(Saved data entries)
──────

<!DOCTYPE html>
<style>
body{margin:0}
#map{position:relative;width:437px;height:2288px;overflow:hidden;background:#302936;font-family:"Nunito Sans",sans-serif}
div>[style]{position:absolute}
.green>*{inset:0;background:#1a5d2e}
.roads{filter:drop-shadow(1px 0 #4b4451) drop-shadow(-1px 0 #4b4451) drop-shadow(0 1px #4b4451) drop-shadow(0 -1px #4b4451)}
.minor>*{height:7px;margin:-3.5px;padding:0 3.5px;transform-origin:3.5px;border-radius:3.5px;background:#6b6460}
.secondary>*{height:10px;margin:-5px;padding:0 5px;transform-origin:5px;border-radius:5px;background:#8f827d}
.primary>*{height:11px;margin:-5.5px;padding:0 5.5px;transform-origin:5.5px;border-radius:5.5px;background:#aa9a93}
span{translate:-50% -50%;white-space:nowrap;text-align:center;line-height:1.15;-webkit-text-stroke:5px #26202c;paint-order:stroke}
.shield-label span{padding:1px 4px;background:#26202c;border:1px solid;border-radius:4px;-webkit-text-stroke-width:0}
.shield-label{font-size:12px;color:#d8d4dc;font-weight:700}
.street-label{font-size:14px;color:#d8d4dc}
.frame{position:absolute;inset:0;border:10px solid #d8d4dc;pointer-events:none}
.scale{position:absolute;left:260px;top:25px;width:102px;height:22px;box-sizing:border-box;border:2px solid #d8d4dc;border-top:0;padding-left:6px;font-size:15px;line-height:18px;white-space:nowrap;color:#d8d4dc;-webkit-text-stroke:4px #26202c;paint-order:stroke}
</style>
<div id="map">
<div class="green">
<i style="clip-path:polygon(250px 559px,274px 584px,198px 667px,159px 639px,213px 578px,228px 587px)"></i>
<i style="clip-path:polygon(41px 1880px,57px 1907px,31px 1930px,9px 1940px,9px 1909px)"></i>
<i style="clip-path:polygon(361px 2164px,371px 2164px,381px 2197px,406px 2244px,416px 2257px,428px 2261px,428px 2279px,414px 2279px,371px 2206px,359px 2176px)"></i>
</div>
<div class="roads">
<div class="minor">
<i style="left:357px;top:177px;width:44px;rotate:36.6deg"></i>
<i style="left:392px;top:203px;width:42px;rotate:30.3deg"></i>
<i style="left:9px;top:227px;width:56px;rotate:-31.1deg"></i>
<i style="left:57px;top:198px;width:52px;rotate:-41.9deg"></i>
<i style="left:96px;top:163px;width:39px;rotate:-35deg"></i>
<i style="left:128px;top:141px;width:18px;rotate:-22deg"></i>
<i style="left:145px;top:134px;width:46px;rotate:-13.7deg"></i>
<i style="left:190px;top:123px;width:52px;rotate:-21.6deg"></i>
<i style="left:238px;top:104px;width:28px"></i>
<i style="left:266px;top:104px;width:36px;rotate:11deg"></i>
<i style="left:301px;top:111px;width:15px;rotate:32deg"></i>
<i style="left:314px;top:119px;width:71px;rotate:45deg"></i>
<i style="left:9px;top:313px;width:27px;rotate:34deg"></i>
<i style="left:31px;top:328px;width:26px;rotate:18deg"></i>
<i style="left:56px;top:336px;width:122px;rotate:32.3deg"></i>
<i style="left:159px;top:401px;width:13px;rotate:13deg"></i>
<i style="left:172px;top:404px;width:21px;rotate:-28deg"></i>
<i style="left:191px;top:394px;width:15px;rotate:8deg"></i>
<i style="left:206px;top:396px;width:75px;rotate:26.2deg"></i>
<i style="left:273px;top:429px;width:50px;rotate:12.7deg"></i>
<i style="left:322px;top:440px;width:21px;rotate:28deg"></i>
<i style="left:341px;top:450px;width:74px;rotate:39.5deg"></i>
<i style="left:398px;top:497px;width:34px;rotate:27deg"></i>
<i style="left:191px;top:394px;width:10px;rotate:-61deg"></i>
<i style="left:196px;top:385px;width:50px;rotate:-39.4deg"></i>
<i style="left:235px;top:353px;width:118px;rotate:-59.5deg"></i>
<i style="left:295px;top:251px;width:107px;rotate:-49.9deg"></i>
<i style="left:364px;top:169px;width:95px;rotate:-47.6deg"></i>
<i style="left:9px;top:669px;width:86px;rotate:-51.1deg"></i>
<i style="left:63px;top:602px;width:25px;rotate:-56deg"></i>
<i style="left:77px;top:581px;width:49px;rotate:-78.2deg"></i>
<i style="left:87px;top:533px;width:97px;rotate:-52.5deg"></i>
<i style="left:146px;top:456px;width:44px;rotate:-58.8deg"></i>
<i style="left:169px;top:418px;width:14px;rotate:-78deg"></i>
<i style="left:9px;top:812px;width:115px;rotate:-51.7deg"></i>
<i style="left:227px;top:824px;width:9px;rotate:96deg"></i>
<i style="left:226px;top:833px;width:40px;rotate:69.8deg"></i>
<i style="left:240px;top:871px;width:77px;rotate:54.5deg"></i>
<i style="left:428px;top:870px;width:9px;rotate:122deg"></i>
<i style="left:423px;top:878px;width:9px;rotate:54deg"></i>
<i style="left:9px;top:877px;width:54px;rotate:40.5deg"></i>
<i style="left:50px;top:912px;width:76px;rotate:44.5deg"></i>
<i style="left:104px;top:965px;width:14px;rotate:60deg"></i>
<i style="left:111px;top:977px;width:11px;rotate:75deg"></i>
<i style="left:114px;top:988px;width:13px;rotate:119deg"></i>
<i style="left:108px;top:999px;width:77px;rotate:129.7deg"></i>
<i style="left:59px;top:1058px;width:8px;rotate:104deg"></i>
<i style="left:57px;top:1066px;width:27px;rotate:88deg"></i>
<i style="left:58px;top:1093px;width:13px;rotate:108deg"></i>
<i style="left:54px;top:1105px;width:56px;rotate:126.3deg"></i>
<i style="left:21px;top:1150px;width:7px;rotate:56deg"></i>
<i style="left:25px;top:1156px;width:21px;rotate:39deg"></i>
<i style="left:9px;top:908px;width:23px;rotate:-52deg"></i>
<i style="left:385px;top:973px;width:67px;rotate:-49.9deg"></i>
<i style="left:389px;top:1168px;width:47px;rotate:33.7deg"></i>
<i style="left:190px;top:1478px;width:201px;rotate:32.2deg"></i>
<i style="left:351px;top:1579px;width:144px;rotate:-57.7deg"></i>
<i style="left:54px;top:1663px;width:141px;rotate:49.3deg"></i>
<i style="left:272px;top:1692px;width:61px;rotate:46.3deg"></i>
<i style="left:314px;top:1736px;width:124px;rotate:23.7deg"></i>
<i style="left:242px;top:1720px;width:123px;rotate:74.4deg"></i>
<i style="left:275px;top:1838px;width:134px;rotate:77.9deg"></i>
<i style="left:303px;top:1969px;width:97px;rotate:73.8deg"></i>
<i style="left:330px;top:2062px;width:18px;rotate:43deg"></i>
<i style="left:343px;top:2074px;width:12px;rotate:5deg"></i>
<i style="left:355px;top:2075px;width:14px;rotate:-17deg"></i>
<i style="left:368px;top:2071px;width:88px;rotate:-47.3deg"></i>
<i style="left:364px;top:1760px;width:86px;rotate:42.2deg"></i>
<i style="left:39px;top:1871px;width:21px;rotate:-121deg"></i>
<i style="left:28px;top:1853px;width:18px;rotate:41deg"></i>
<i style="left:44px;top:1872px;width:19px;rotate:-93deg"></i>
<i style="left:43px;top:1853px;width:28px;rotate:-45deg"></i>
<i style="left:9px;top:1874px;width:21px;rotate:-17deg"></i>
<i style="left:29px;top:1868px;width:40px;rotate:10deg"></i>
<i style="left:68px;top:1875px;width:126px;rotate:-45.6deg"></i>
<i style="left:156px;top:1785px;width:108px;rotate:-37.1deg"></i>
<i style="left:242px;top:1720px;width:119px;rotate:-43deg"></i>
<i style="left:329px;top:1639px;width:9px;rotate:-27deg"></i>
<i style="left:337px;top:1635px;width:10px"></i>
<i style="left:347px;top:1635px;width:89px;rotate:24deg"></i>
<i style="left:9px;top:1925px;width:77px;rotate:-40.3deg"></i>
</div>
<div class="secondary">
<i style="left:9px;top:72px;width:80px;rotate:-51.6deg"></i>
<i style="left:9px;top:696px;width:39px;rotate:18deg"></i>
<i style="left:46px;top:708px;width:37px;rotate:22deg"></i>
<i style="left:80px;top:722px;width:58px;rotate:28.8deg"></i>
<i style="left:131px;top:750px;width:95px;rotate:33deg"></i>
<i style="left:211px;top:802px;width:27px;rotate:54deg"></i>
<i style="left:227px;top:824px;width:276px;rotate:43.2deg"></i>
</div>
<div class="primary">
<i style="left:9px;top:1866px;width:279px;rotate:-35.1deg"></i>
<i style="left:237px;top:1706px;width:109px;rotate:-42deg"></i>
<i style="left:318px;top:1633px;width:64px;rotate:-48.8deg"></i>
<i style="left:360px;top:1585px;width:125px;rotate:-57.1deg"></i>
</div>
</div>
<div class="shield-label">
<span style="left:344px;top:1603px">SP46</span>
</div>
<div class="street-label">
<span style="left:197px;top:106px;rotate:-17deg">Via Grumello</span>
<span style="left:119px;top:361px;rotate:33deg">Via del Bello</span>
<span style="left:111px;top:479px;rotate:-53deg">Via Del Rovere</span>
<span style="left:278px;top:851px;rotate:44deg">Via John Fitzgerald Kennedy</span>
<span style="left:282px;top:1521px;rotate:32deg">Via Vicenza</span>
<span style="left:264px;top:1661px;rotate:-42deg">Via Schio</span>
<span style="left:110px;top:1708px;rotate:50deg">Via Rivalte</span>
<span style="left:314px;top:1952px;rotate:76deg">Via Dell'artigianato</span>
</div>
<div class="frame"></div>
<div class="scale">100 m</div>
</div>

──────

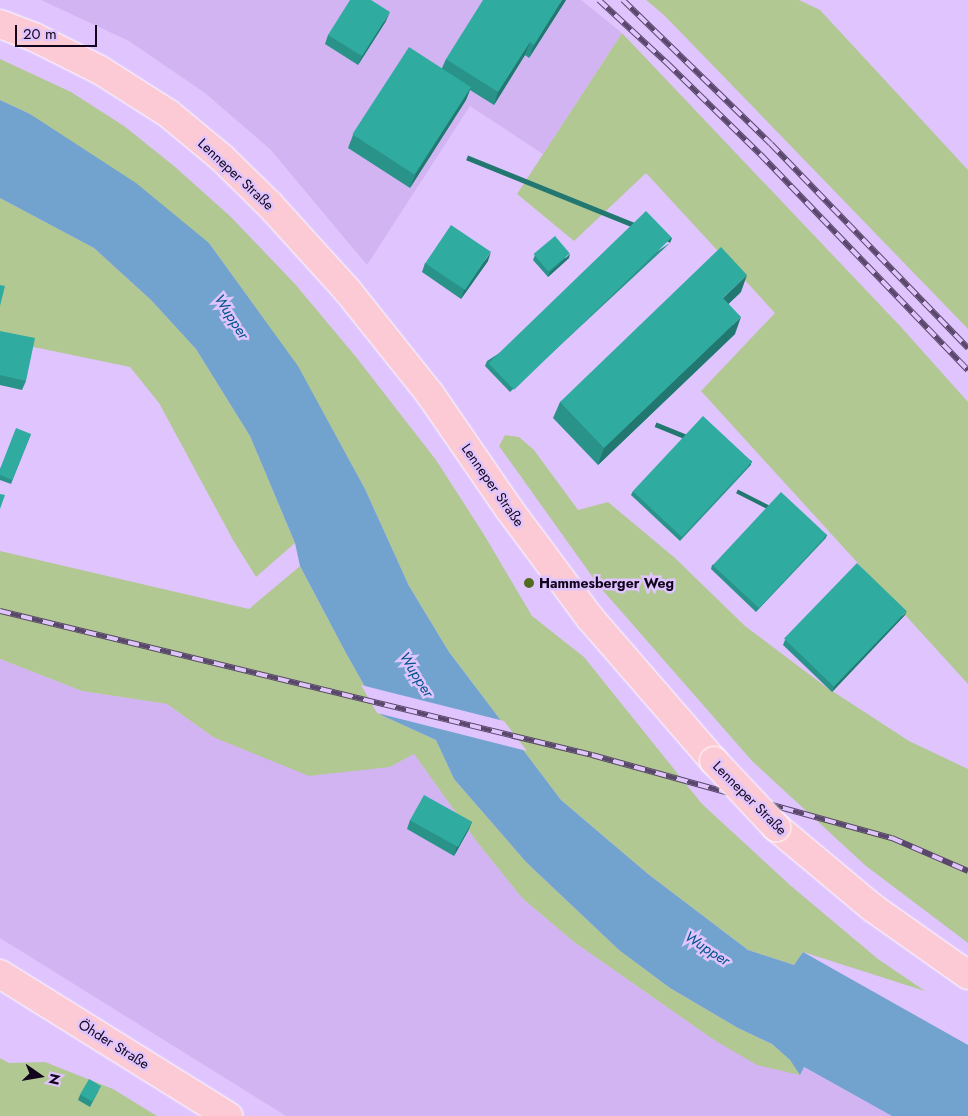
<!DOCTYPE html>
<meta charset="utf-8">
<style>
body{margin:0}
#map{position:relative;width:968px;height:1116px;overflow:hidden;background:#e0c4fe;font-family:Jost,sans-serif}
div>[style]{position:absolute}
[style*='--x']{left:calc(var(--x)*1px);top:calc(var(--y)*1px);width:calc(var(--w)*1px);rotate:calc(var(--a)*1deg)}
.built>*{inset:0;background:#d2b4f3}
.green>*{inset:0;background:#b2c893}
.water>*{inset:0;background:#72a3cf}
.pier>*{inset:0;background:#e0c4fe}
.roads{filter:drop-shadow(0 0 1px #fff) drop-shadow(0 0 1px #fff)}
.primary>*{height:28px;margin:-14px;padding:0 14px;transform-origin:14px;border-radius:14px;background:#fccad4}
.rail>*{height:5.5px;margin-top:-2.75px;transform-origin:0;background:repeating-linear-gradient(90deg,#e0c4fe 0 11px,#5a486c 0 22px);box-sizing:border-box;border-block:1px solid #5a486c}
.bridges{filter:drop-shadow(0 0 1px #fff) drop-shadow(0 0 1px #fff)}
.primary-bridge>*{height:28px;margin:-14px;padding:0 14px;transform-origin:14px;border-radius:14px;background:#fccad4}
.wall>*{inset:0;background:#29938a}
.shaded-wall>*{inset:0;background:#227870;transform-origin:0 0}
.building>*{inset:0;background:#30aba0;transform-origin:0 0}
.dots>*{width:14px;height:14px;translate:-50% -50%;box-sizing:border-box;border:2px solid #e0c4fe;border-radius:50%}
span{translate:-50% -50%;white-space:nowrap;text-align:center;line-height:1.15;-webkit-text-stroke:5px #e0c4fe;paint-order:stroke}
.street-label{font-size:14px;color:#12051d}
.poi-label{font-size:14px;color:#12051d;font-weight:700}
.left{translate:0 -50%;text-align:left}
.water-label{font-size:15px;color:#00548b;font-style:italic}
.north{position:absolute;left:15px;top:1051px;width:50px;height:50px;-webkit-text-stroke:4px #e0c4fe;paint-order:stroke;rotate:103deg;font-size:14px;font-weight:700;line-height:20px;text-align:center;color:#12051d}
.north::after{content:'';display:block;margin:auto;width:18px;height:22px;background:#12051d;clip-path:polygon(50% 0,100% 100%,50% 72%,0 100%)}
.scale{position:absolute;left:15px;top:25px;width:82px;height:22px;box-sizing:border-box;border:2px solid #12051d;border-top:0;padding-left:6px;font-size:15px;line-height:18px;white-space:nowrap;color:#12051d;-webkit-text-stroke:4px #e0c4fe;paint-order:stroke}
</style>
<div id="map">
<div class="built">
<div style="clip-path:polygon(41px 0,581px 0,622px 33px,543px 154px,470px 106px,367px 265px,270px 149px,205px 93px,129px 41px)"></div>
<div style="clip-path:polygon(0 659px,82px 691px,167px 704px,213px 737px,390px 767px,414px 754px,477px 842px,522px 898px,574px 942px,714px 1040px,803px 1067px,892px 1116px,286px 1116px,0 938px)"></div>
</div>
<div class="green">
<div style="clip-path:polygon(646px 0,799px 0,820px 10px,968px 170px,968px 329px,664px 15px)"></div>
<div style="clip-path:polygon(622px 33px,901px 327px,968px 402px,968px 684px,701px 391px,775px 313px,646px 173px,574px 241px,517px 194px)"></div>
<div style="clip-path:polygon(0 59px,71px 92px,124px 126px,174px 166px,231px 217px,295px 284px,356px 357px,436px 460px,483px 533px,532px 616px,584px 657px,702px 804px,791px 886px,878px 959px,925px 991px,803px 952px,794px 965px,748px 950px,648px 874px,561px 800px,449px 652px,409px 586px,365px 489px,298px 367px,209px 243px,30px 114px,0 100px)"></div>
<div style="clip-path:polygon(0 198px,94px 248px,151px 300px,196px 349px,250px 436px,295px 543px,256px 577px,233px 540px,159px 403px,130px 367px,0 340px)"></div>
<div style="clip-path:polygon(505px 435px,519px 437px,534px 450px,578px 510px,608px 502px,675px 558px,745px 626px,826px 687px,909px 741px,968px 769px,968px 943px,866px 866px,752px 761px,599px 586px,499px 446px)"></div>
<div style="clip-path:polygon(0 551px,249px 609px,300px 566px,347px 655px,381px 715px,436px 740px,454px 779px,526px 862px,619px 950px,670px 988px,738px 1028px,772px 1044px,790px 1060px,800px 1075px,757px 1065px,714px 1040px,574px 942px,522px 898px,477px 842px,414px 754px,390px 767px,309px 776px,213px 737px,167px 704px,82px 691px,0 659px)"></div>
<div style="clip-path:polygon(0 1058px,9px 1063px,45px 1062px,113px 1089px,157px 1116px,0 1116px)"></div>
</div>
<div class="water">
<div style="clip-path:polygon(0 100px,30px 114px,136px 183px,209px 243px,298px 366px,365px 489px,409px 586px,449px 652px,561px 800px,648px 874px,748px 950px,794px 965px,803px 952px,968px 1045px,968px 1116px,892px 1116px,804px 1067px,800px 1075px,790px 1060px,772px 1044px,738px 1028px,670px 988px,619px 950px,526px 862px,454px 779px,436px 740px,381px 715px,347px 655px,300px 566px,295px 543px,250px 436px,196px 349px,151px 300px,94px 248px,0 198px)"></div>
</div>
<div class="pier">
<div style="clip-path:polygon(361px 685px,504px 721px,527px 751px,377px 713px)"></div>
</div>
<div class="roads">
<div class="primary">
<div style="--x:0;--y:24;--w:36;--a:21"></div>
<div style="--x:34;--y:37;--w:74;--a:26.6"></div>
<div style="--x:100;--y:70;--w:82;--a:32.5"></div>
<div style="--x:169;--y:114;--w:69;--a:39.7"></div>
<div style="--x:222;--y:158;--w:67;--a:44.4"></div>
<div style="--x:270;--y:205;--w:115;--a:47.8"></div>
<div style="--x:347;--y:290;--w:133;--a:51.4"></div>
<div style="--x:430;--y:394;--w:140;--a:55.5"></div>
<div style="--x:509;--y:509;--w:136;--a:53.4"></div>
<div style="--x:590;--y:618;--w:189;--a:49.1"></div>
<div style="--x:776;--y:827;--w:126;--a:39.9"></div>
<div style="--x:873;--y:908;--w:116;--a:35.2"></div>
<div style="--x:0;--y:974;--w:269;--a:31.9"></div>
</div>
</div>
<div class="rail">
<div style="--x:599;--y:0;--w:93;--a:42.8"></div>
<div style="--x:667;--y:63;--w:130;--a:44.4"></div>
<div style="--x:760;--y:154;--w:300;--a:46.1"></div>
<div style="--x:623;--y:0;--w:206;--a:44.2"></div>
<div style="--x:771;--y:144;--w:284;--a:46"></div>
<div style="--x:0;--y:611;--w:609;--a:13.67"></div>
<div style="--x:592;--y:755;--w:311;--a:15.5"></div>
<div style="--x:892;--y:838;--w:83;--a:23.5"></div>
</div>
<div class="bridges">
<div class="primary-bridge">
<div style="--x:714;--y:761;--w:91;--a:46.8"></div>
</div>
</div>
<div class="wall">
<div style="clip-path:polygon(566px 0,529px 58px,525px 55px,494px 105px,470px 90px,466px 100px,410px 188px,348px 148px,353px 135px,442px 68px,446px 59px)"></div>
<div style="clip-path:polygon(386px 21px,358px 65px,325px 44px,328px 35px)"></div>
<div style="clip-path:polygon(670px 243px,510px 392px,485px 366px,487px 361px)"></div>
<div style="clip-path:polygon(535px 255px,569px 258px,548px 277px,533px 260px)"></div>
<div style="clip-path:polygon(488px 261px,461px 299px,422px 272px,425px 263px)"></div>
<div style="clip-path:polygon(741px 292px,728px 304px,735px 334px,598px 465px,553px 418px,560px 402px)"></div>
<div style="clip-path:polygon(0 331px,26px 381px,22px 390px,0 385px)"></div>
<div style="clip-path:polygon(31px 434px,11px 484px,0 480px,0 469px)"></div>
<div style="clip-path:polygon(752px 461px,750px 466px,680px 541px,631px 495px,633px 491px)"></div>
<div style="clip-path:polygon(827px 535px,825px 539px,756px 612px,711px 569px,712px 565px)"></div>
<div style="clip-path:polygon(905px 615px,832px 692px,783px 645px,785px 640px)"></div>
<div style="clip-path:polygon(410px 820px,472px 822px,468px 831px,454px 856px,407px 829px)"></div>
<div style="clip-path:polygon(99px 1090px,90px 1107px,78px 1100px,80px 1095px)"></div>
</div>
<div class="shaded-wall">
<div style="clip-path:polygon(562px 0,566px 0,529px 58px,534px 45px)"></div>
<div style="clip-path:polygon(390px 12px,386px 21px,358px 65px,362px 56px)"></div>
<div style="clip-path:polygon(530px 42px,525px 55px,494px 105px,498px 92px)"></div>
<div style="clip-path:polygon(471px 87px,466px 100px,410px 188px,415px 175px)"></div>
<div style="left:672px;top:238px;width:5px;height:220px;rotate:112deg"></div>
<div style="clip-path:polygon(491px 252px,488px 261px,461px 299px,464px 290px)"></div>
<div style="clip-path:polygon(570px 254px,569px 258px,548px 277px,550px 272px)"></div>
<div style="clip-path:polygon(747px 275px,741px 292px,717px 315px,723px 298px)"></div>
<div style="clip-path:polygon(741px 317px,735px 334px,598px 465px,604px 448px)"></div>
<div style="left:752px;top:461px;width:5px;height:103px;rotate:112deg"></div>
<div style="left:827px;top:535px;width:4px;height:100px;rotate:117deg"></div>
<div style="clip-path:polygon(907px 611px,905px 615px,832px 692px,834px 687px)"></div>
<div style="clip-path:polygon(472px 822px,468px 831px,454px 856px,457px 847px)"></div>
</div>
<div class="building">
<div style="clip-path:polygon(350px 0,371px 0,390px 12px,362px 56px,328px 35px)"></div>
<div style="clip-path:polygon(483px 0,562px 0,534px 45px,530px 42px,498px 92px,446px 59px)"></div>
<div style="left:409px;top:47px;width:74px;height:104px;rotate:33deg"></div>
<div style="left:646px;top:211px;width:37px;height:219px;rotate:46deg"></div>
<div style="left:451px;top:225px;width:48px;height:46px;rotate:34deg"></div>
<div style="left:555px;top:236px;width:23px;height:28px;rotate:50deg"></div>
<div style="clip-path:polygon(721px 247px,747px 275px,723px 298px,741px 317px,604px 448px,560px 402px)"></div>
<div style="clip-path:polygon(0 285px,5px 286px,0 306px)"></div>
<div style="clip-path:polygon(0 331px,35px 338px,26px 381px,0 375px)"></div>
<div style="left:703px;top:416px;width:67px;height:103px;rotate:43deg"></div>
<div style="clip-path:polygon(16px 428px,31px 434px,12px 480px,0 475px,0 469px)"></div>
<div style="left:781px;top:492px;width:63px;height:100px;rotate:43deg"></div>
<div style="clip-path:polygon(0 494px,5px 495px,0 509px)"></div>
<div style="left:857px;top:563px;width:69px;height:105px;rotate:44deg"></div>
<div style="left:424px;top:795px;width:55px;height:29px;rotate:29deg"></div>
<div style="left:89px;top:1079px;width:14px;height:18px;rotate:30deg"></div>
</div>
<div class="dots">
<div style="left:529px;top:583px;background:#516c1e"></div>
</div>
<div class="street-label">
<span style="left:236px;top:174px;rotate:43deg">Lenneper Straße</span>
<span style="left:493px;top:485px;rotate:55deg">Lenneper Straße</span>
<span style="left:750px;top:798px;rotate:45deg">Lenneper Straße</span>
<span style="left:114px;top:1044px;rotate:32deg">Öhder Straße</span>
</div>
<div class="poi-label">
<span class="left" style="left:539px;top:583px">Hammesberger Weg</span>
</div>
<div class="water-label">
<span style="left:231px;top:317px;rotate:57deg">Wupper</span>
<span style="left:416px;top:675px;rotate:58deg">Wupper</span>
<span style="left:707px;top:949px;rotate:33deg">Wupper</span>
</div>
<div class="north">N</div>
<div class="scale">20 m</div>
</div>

──────

▶ What to do: Where a line of the data includes the string "relative", list that line.

▶ Answer section:
#map{position:relative;width:437px;height:2288px;overflow:hidden;background:#302936;font-family:"Nunito Sans",sans-serif}
#map{position:relative;width:968px;height:1116px;overflow:hidden;background:#e0c4fe;font-family:Jost,sans-serif}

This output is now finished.